Ultimately this book is a fiery but limited history of these events. She really emphasizes one key take away, which is these actions are spite-filled designed to control and has always hurt our country in large and meaningful ways. This is the much more concentrated history that books like HIdden Figures exist within, but couldn’t articulate fully.
The Haunting of Hill House – 5/5 Stars
This is a re-read but it was a glorious re-read. I had forgotten how much I loved and enjoyed this book the first time I read it a few years back. The issue with the first time I read it was that it was in one sitting while administering the PSAT to 11th graders. Don’t tell College Board, so while a lot of the details were there the nuances and the fear was not. This time, I also listened to the audiobook and that changed it in some meaningful ways.
To say nothing else about this book: it is a weird book. It’s weird because it knows the form it’s taking on quite well. It’s a gothic novel in all that glory, but it’s also a haunted novel, but most importantly it’s not really either of those things at all. The premise is familiar: a psychologist specializing in haunted places wants to accurately record people staying in a “haunted mansion” so he places an ad and various people show up. There’s Eleanor, who is having a early 30s crisis because she’s unmarried, living at home with a hateful mother, and having severe identity crises (quite likely unable to face up to her own queerness in a world that hates that), there’s Luke who is the heir-apparent to Hill House, and there’s Theadora, a charming socialite for whom Eleanor becomes very attached. The novel then mostly just has them exploring various rooms, features, rules, and connections to the wider community. Nothing is overly ghosty…there’s just unnerving elements. So in the novel House of Leaves, one of the scariest parts is that the inside of that house is slightly larger than the outside. And in this novel the psychologist suggests that the house is built slightly askew from expected angles and dimensions, and that this throws everything off. Regardless, as she’s doing something for the first time in her life, Eleanor becomes obsessed with and drawn to the house, and is willing to engage in increasingly drastic behavior to remain there.

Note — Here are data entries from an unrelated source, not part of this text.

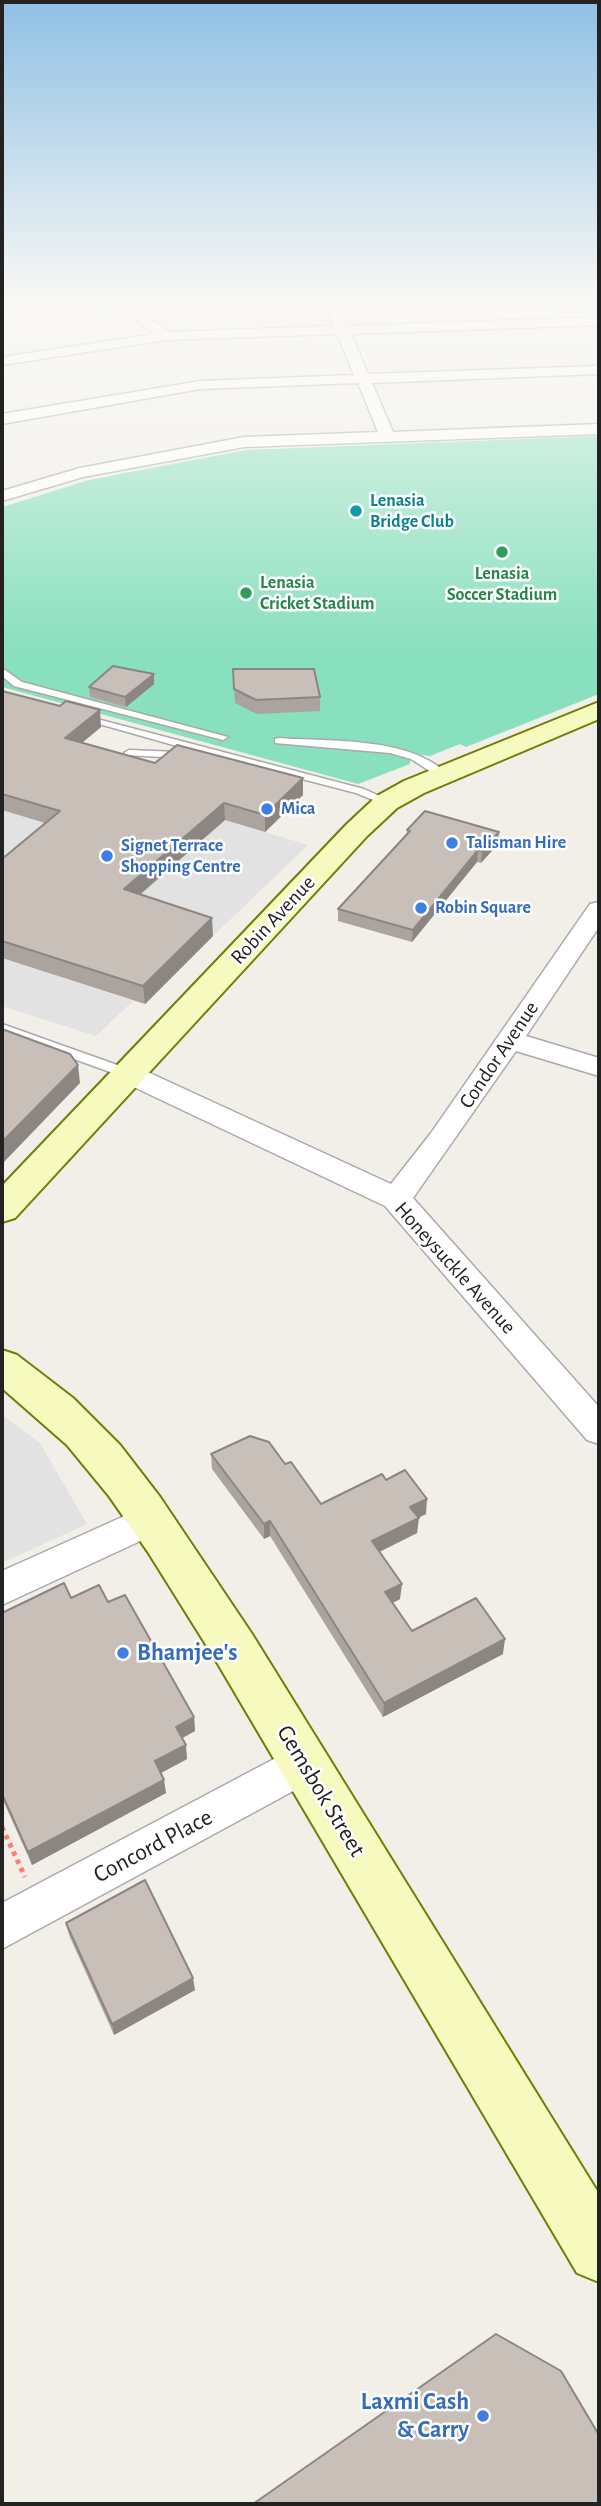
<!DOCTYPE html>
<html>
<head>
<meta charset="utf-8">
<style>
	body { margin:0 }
	#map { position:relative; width:601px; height:2506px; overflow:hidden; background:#f2efe9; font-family:"Alegreya Sans",sans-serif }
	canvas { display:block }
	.frame { position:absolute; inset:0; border:4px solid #222; pointer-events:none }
</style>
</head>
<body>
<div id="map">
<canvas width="601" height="2506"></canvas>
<div class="frame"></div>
</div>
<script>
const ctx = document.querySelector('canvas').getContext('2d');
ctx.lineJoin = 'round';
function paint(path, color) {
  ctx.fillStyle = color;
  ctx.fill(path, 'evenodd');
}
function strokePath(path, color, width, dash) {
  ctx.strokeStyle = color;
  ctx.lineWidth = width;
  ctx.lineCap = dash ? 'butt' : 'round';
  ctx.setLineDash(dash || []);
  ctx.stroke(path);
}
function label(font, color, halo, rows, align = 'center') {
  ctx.font = font + ' "Alegreya Sans",sans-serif';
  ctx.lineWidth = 5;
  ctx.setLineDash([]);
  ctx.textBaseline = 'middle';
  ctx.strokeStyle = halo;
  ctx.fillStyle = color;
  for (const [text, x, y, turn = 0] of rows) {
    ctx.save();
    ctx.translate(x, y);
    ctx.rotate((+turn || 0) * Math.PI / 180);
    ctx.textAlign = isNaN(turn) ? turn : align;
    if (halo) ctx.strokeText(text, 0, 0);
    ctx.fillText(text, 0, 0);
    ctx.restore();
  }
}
const pitch = new Path2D(`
	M599,436V694L466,747L460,744L430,756L421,755L410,760V764L358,784L2,687V507L89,480L246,450Z`);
const parking = new Path2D(`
	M2,810L63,828L2,879Z
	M225,820L308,845L213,936L125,907Z
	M2,958L133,1001L96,1036L2,1006Z
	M2,1415L40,1443L87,1524L2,1563Z`);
const path = new Path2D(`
	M2,1827L25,1877`);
const lane = new Path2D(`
	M2,668L22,682L228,737L223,740L14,686L2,676Z
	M78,714L364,789L393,802L383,804L356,793L194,751L181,758L125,755L124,753L129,750L179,752L184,748L78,718Z
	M279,738C331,742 409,736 449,775L439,777L411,759L390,753L275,743V739Z
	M2,1024L134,1071L136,1074L134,1077H124L2,1033Z`);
const street = new Path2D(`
	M35,301H105C92,311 53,308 36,304Z
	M109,301H123L169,332L334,326L324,301H336L347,326L599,317V325L351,334L368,374L599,366V374L372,383L393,432L599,424V434L244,447L83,477L2,501V491L80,468L244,437L378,432L358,383L200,389L2,424V414L200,381L354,375L337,334L166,340L2,365V357L154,334Z
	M599,902V927L526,1036L599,1058V1076L516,1051L413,1198L599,1407V1444L587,1440L385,1206L119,1080L115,1074L119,1068L129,1065L139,1068L391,1184L431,1133L590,904Z
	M151,1504L164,1508L169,1519L164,1530L2,1605V1571Z
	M304,1743L319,1749L325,1763L319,1777L2,1949V1903Z`);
const secondary = new Path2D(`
	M599,702V719L424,793L397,808L367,836L15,1218L2,1222V1186L347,824L377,796L404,781Z
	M2,1350L17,1355L73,1398L120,1445L160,1497L252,1634L599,2194V2282L577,2273L218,1664L148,1552L109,1496L67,1445L2,1388Z`);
const wall = new Path2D(`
	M233,669L320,697V711L257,714L235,703Z
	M154,684L126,707L90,697L89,687Z
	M2,691L101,727L82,743L155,763L303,778V795L265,832L225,820L140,895L213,936L145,1004L2,958V859L45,823L2,810Z
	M407,830L498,844L481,863L477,862L412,942L338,921V909L407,834Z
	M211,1454L285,1464L321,1504L386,1480L426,1514L418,1518L417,1533L379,1552L400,1599L393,1603L412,1631L503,1654L383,1717L270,1536L264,1539L212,1469Z
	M71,1598L108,1602L194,1717L195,1731L182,1738L187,1759L161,1773L166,1793L32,1865L2,1798V1613Z
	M66,1923L195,1990L114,2035L69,1935Z`);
const shadedWall = new Path2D(`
	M154,674V684L126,707L125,697Z
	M100,710L101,727L67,755L65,738Z
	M303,778V795L265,832V815Z
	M224,803L225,820L125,907L124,889Z
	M499,832L498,844L481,863L482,851Z
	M478,850L477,862L412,942L413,930Z
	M212,918L213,936L145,1004L143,986Z
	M78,1065L80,1083L2,1164V1142Z
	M427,1499L426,1514L409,1522L410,1507Z
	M419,1518L417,1533L371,1556L372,1541Z
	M270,1521V1536L264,1539V1524Z
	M402,1584L400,1599L384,1607L385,1592Z
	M505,1639L503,1654L383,1717L384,1703Z
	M194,1717L195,1731L177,1741L176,1727Z
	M186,1745L187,1759L157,1775L155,1761Z
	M164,1780L166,1793L32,1865L28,1852Z
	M193,1978L195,1990L114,2035L112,2024Z`);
const building = new Path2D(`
	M113,666L154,674L125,697L89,687Z
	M233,669H314L320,697L256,700L234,689Z
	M2,691L60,706L66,701L100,710L65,738L155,763L177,745L303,778L265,815L224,803L124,889L212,918L143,986L2,941V859L60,811L2,794Z
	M425,811L499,832L482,851L478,850L413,930L338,909L410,831L407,830Z
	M2,1029L70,1054L78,1065L2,1142Z
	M250,1436L269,1442L285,1464L291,1462L321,1504L382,1474L386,1480L405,1470L427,1499L410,1507L419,1518L372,1541L402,1584L385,1592L412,1631L476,1598L505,1639L384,1703L270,1521L264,1524L211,1454Z
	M64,1583L71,1598L99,1585L108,1602L125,1595L194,1717L176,1727L186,1745L155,1761L164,1780L28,1852L2,1794V1613Z
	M145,1880L193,1978L112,2024L66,1923Z
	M496,2334L561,2371L599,2435V2504H253Z`);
const markers = [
	[356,511,7,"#0f9aa8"],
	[502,552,7,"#2e9e5b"],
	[246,593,7,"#2e9e5b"],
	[267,809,7,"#3f7fe0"],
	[452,843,7,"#3f7fe0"],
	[107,856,7,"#3f7fe0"],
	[421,908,7,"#3f7fe0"],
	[123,1653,7,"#3f7fe0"],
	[483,2416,7,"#3f7fe0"]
];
const farCulturenames = [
	["Lenasia",370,501],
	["Bridge Club",370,522]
];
const farLeisurenames = [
	["Lenasia",502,574],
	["Soccer Stadium",502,595],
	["Lenasia",260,583,"left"],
	["Cricket Stadium",260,604,"left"]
];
const farShopnames = [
	["Mica",281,809],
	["Talisman Hire",466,843],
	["Signet Terrace",121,846],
	["Shopping Centre",121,867],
	["Robin Square",435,908]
];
const streetNames = [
	["Robin Avenue",273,920,-47],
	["Condor Avenue",499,1055,-56],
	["Honeysuckle Avenue",455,1268,48]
];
const nearShopnames = [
	["Bhamjee's",137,1653],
	["Laxmi Cash",469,2402,"right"],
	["& Carry",469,2430,"right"]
];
const nearStreetnames = [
	["Gemsbok Street",321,1791,59],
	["Concord Place",153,1846,-28]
];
paint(pitch, '#88e0be');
paint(parking, '#e2e2e2');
strokePath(lane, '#a9a9a9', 3);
strokePath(street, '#a9a9a9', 3);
strokePath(secondary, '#707d05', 4);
strokePath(path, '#fa8072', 5, [4.5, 4.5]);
paint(lane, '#fff');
paint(street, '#fff');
paint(secondary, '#f7fabf');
paint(wall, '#aba49e');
paint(shadedWall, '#8b8681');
paint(building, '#c7bfb8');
strokePath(building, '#8b8681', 2);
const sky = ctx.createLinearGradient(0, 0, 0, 652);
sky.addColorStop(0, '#8fc0e4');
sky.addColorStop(0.46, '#f9f8f5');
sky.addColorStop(1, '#f9f8f500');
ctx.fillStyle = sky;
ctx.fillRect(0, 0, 601, 652);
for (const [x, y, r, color] of markers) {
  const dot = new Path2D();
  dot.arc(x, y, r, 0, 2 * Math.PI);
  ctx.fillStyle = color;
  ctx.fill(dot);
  strokePath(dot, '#fff', 2.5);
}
label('bold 18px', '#0d838f', '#fff', farCulturenames, 'left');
label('bold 18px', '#27864d', '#fff', farLeisurenames);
label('bold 18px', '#366cbe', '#fff', farShopnames, 'left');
label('21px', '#222', '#fff', streetNames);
label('bold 24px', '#366cbe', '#fff', nearShopnames, 'left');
label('24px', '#222', '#fff', nearStreetnames);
</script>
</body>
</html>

We Have Always Lived in the Castle – 5/5 Stars
If The Haunting of Hill House is a play on the gothic mansion novels of the 18th and 19th centuries in a particular way, then this novel is a play on estate romances in its own way. Another novel that does something similar is Dodie Smith’s I Capture the Castle, where a not so rich person is able to lease an estate and the trappings of the estate and weirdness of the family get pinned too much on the hopes of a marriage to a cad. In this one, it’s the mysterious mansion on the hill, where a famous murder has occurred, but after an inconclusive trial acquits one of the two remaining sisters who live there, the town has to keep living in the aftermath. It’s a play on this because usually in those book, Rebecca or such, the murder scene would have caused the downfall that ends the novel, but here it’s just the background. And so, we also have one of the best of all possible narrators Mary-Kat Blackwood, who hates and spits fire and thinks about poisons and magic words and other ways to close off her world from the hateful society who she thinks has led to the downfall of her family but more importantly might take her sister from her now. All of this is embodied in her hatred for her “cousin” who shows up to “save” the family by offering himself for marriage.
On the back-end this reminds me of I Capture the Castle and it feels like a direct influence on another novel I really like The Wasp Factory, where a young mentally disturbed teenage boy has his kinds of mystic fetishes and magic words in an elaborate machine made of bio-matter.